Is Python Free? Yes! We List the Best Free Tools

Is Python Free? Yes, it is, Python is free and open source and has been from the beginning. It’s also cross-platform, and works fine on Windows, Linux, and Mac. But the really cool thing about Python is that not only is the language free, many of the tools you will use are free as well.

Unlike languages like C# and Swift, where the choice of the language tells you a lot about what tools you’re likely to end up using, with Python, there’s a huge array of tools that work across multiple platforms. So overall, that’s a good thing, but there is a slight problem.

The problem is that, with so many free tools available, another question you might ask is which of these tools are best? But the answer to that question in turn really depends on what you mean by “best”.

The Answers

But enough about the questions. Let’s start digging into the answers.

My goal in this article is to list mainly those tools that fall into one or more of the following categories:

  • Those I’ve used personally and can recommend one way or the other.
  • Tools I’ve written about already or think are cool enough that I plan to write about them.
  • For the machine learning topics especially, tools that I’ve only learned a little about so far but that I’m planning to work with more in the months ahead.

In addition to focusing to a large extent on tools I’ve used myself, we’ll also be paying special attention to areas like data science, machine learning, and cloud computing where Python dominates the industry.

This article will cover a lot of different areas, but that’s for completeness. It’s not meant to be a to-do list for anyone. For my part, I love writing and learning about Python tools. If you’re not a fanboy like me, that’s totally fine — feel free to skim down to the interesting parts.

This article lists the best tools for learning Python and for various development tasks you might have. We do this by category, so you can quickly scan to what you need.

Python IDEs and Managing Python Versions

We discuss our two favorite choices for Python Integrated Development Environments (IDEs) in our article, PyCharm vs. VS Code. For the VS Code option, there are many extensions to support Python development. A great way to install several core plugins at the same time is through Don Jayamanne’s Python Extension Pack extension. For PyCharm, no further plugin installs are needed for Python development.

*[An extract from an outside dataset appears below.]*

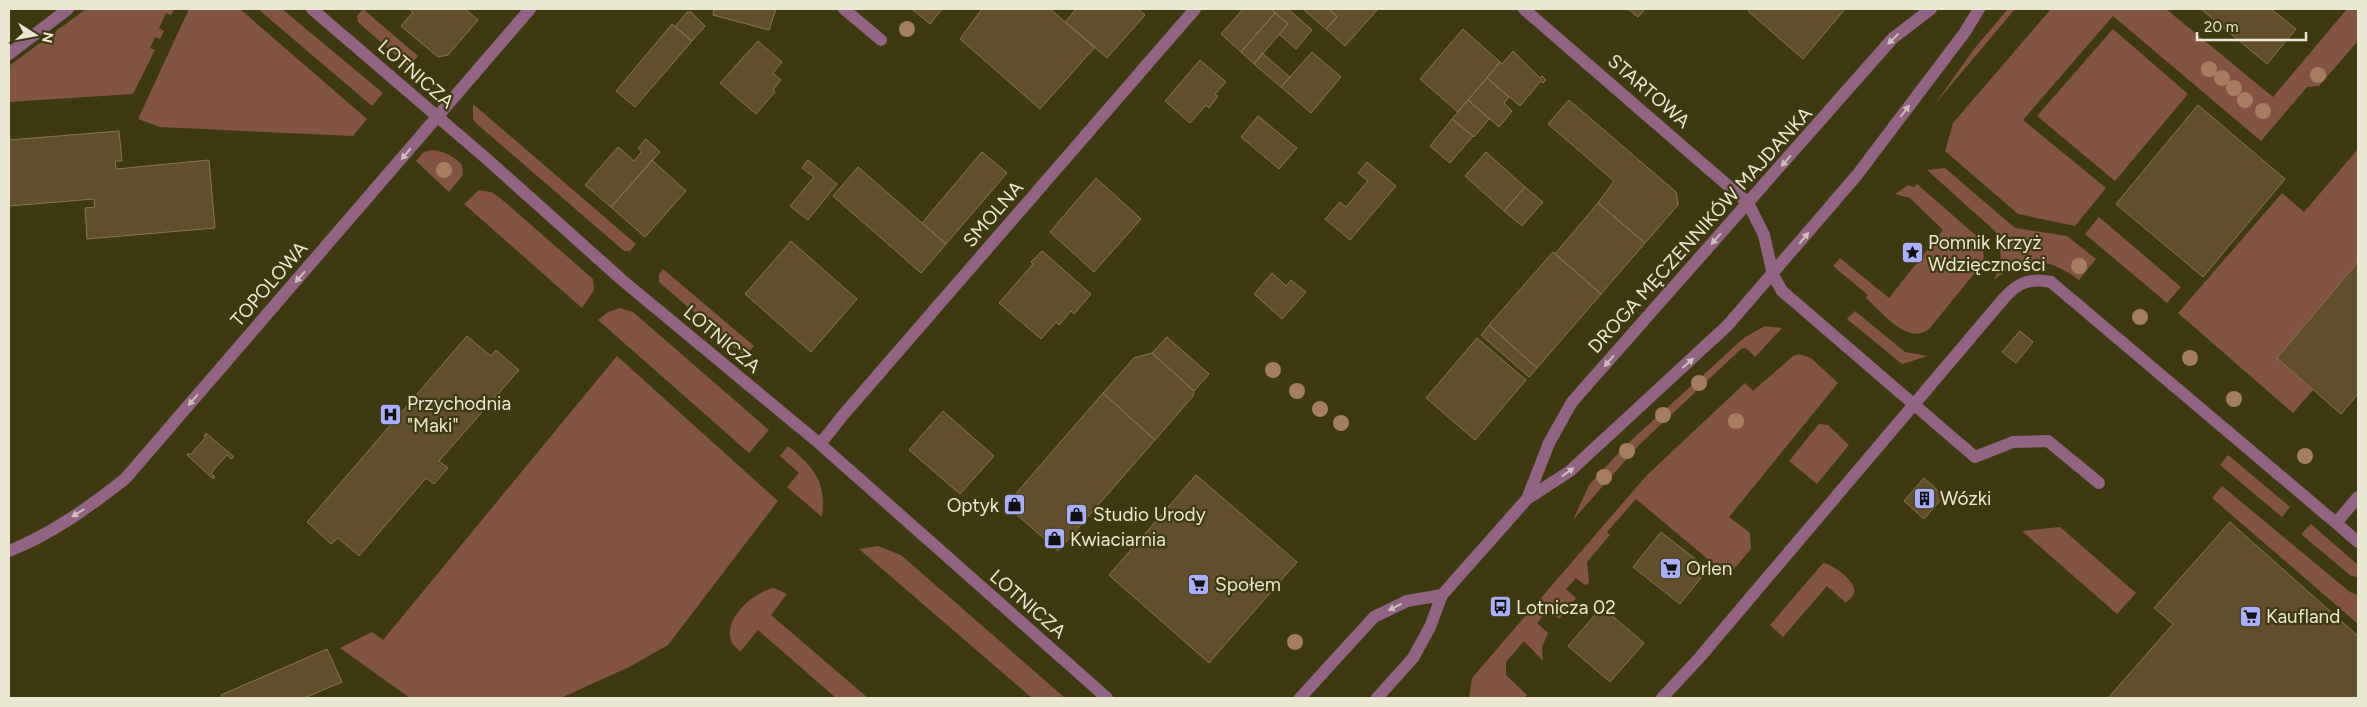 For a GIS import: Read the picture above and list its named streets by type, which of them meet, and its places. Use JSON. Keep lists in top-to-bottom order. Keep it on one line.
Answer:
{"streets":{"street":["LOTNICZA","STARTOWA","SMOLNA","DROGA MĘCZENNIKÓW MAJDANKA","TOPOLOWA"]},"crossings":[["LOTNICZA","SMOLNA"],["LOTNICZA","TOPOLOWA"],["STARTOWA","DROGA MĘCZENNIKÓW MAJDANKA"]],"one_way":["TOPOLOWA"],"places":{"place":["Pomnik Krzyż Wdzięczności"],"hospital":["Przychodnia \"Maki\""],"building":["Wózki"],"shop":["Optyk","Studio Urody","Kwiaciarnia"],"supermarket":["Orlen","Społem","Kaufland"],"bus stop":["Lotnicza 02"]},"scale_bar":"20 m","north":"right"}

For both tools, however, you’ll need to have available a Python distribution. I usually install the latest version I can find. However, if you find yourself with a need to manage more than one version (to work on different projects, for example), we really like the pyenv tool for managing multiple versions. We published an article on Installing Pyenv on a Mac recently. Some information there will work in any environment, but Windows users will also want to consult the installation instructions in the pyenv for Windows project.

Top IDEs for Beginners

If you are brand new to Python and just want to try things out before installing an IDE, there are a couple of tools you can try. (Shout out to one of my avid readers for reminding me of these). One tool that I’ve used a little and recommended to some newcomers myself is IDLE. IDLE is a lightweight Python editing environment that ships with Python itself. This is a great example of a principle that the Python standard library documentation mentions: “Python has a ‘batteries included’ philosophy.” If you have Python installed, just type idle3 (or “idle”, depending on your distribution) to get started with IDLE.

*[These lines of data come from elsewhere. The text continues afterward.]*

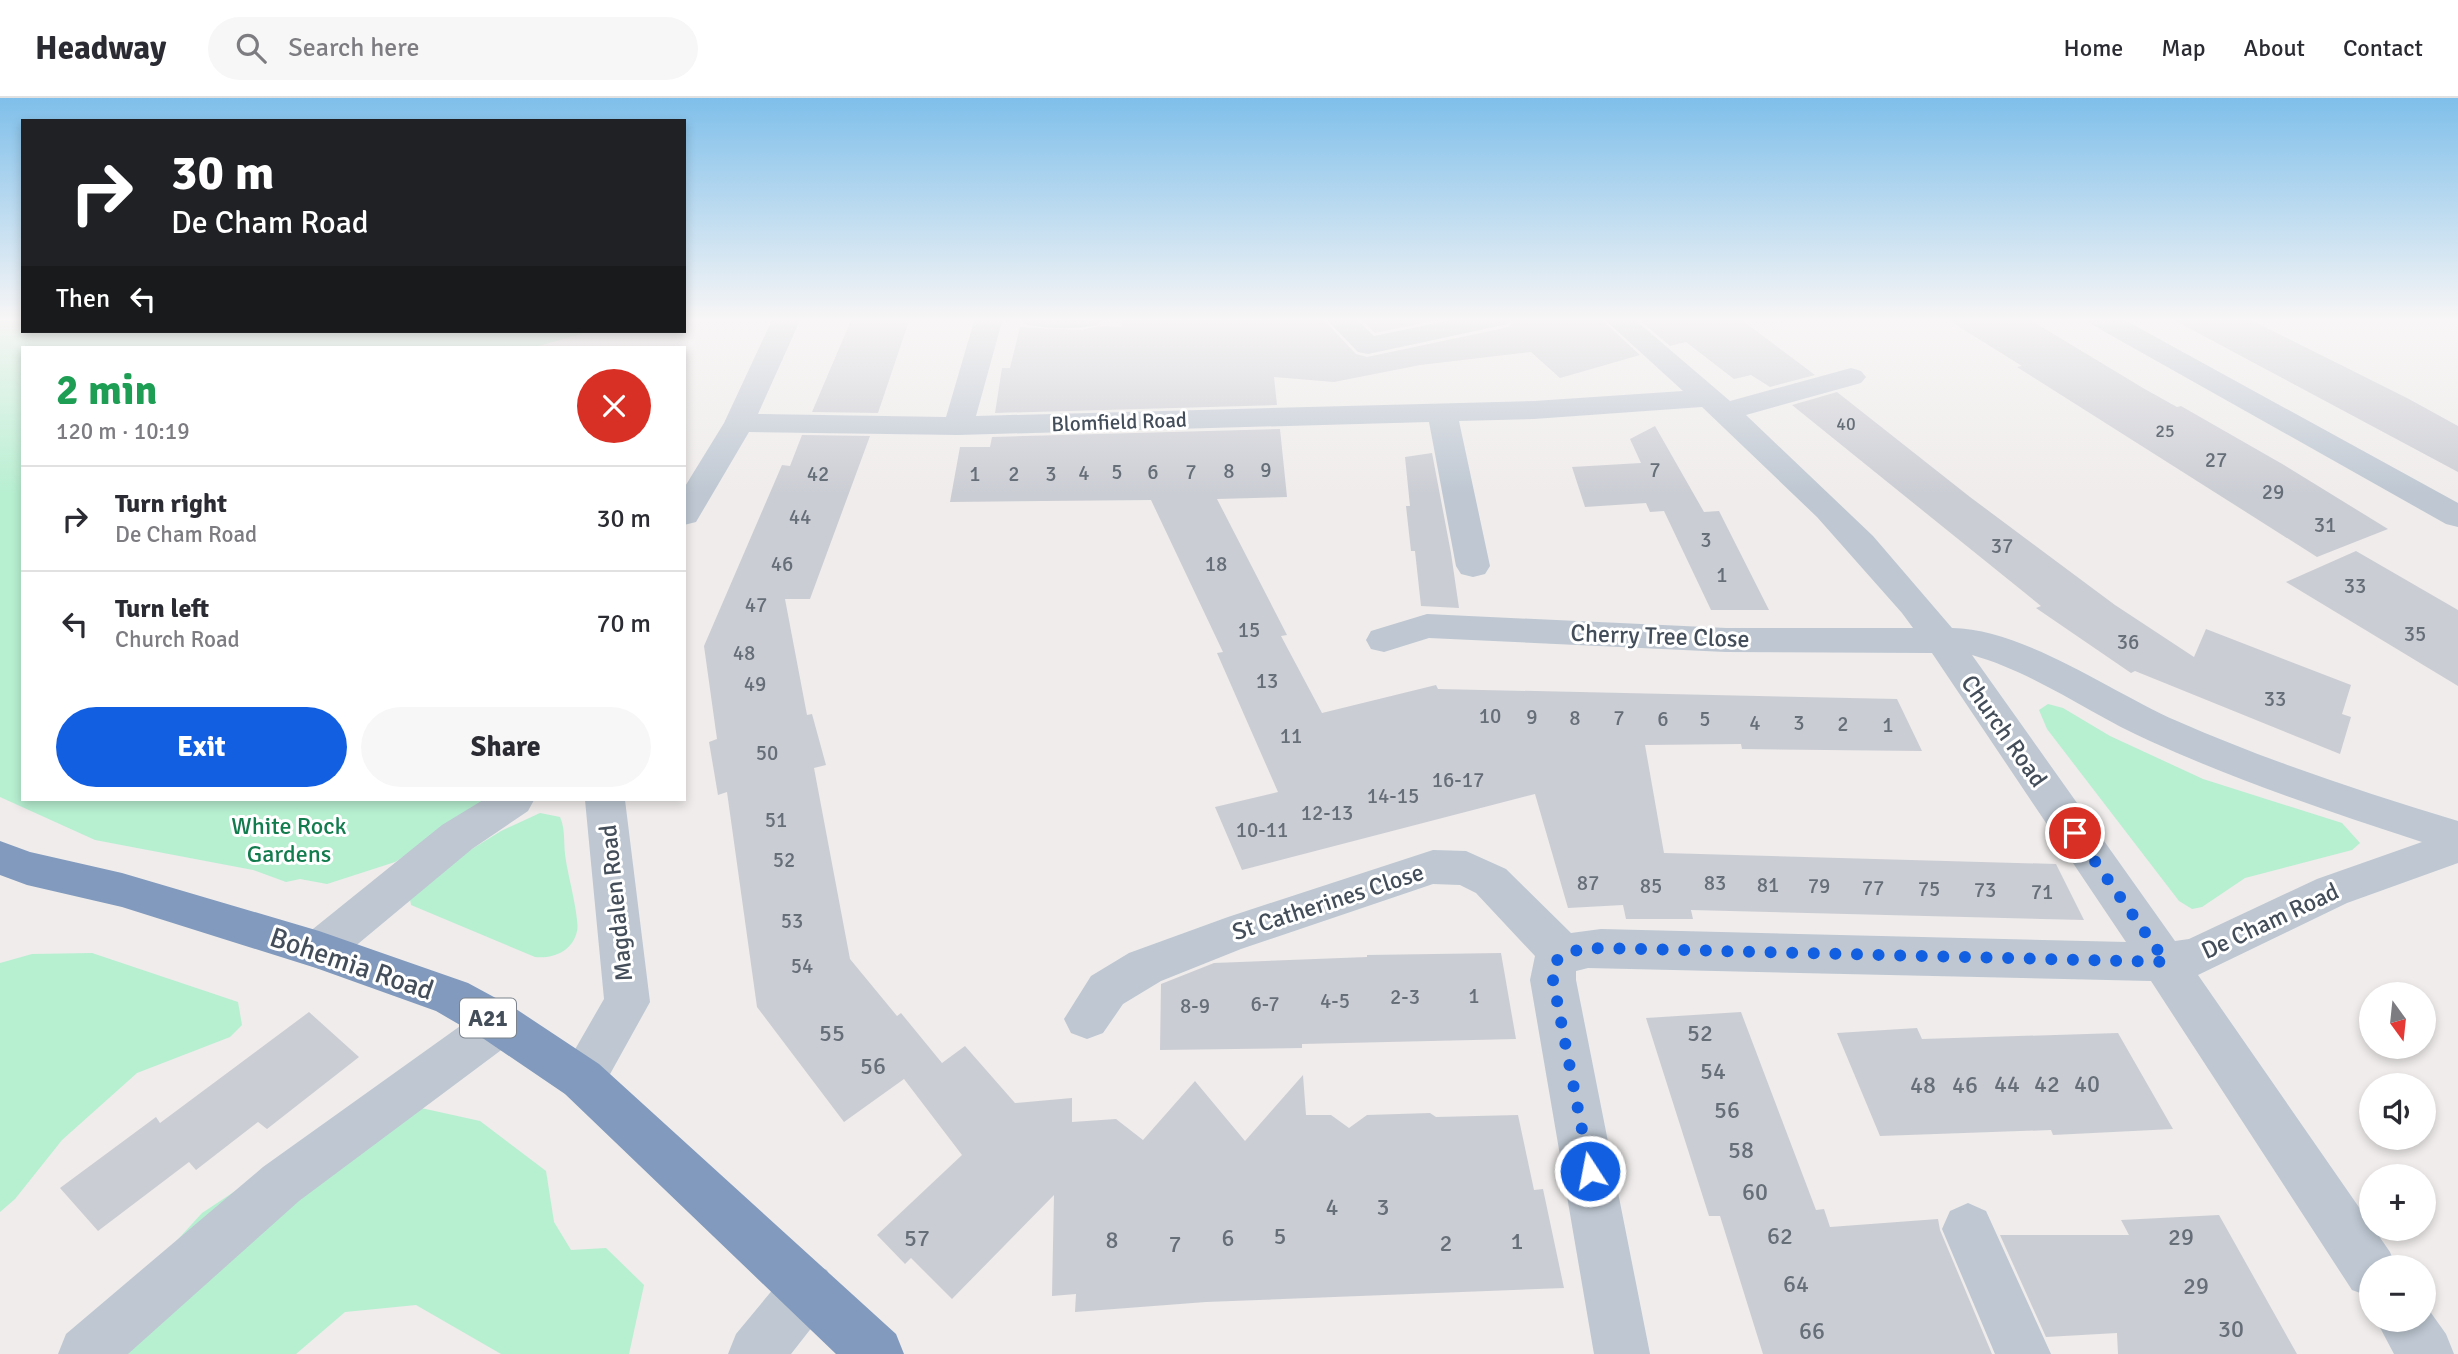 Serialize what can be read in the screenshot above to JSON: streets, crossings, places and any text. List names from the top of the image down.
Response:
{
  "streets": {
    "highway": ["Bohemia Road", "A21"],
    "street": [
      "Blomfield Road",
      "Cherry Tree Close",
      "Church Road",
      "St Catherines Close",
      "Magdalen Road",
      "De Cham Road"
    ]
  },
  "crossings": [
    ["Blomfield Road", "Church Road"],
    ["Cherry Tree Close", "Church Road"],
    ["Church Road", "De Cham Road"],
    ["St Catherines Close", "De Cham Road"],
    ["Magdalen Road", "Bohemia Road"]
  ],
  "parks": ["White Rock Gardens"],
  "house_numbers": [
    "40",
    "25",
    "27",
    "9",
    "7",
    "8",
    "5",
    "6",
    "7",
    "4",
    "42",
    "1",
    "2",
    "3",
    "29",
    "44",
    "31",
    "3",
    "37",
    "46",
    "18",
    "1",
    "33",
    "47",
    "15",
    "35",
    "36",
    "48",
    "13",
    "49",
    "33",
    "10",
    "9",
    "8",
    "7",
    "6",
    "5",
    "4",
    "3",
    "2",
    "1",
    "11",
    "50",
    "16-17",
    "14-15",
    "12-13",
    "51",
    "10-11",
    "52",
    "87",
    "83",
    "81",
    "85",
    "79",
    "77",
    "75",
    "73",
    "71",
    "53",
    "54",
    "1",
    "2-3",
    "4-5",
    "6-7",
    "8-9",
    "55",
    "52",
    "56",
    "54",
    "44",
    "42",
    "40",
    "48",
    "46",
    "56",
    "58",
    "60",
    "4",
    "3",
    "5",
    "62",
    "29",
    "57",
    "6",
    "8",
    "1",
    "2",
    "7",
    "64",
    "29",
    "30",
    "66"
  ],
  "north": "bottom",
  "page": {
    "header": "Headway",
    "search": "Search here",
    "nav": [
      "Home",
      "Map",
      "About",
      "Contact"
    ],
    "turn": ["30 m", "De Cham Road"],
    "then": "Then",
    "heading": ["2 min", "120 m · 10:19"],
    "list": [
      {
        "name": "Turn right",
        "note": "De Cham Road",
        "value": "30 m"
      },
      {
        "name": "Turn left",
        "note": "Church Road",
        "value": "70 m"
      }
    ],
    "buttons": ["Exit", "Share"],
    "map_buttons": ["+", "−"]
  }
}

Another lightweight IDE you might try is Thonny, the “Python IDE for beginners”. I recently installed it to see if it was available for newer Macs running Apple Silicon chips instead of Intel, and it installed fine from the package download. (The brew version didn’t work for me). Thonny has great beginner-friendly features such as a detailed, step-by-step debugger to show program execution and a graphical package installer.

Other Tools for Running and Developing in Python

In the last sections, we went over a few of the more popular IDE options that are available. However, there are other great choices for running Python code, depending on your needs. All of them enable quick, interactive experiments that can later be added to longer scripts. Some examples of tools in this area are the following:

  • Python’s default shell (what you get if you type “python” with no script file) is a great starting place for quick snippets of code.
  • IPython, which can be installed with “pip install ipython“, is an interactive shell that adds several “magic commands” which provide additional features. For example, from within the shell, you can use “%edit <filename>” to quickly open the default text editor on your system for a given file. You can also create aliases for commonly used commands, or list the built-in aliases, which are displayed using the “%alias” magic command. I love working at the command line, and when I first learned IPython, I was so intrigued by it that I made a solemn vow to use it for everything forever. Unfortunately, it wasn’t solemn enough, apparently, since I’ve since defaulted to just using the system shell plus the “plain” Python shell for many such tasks.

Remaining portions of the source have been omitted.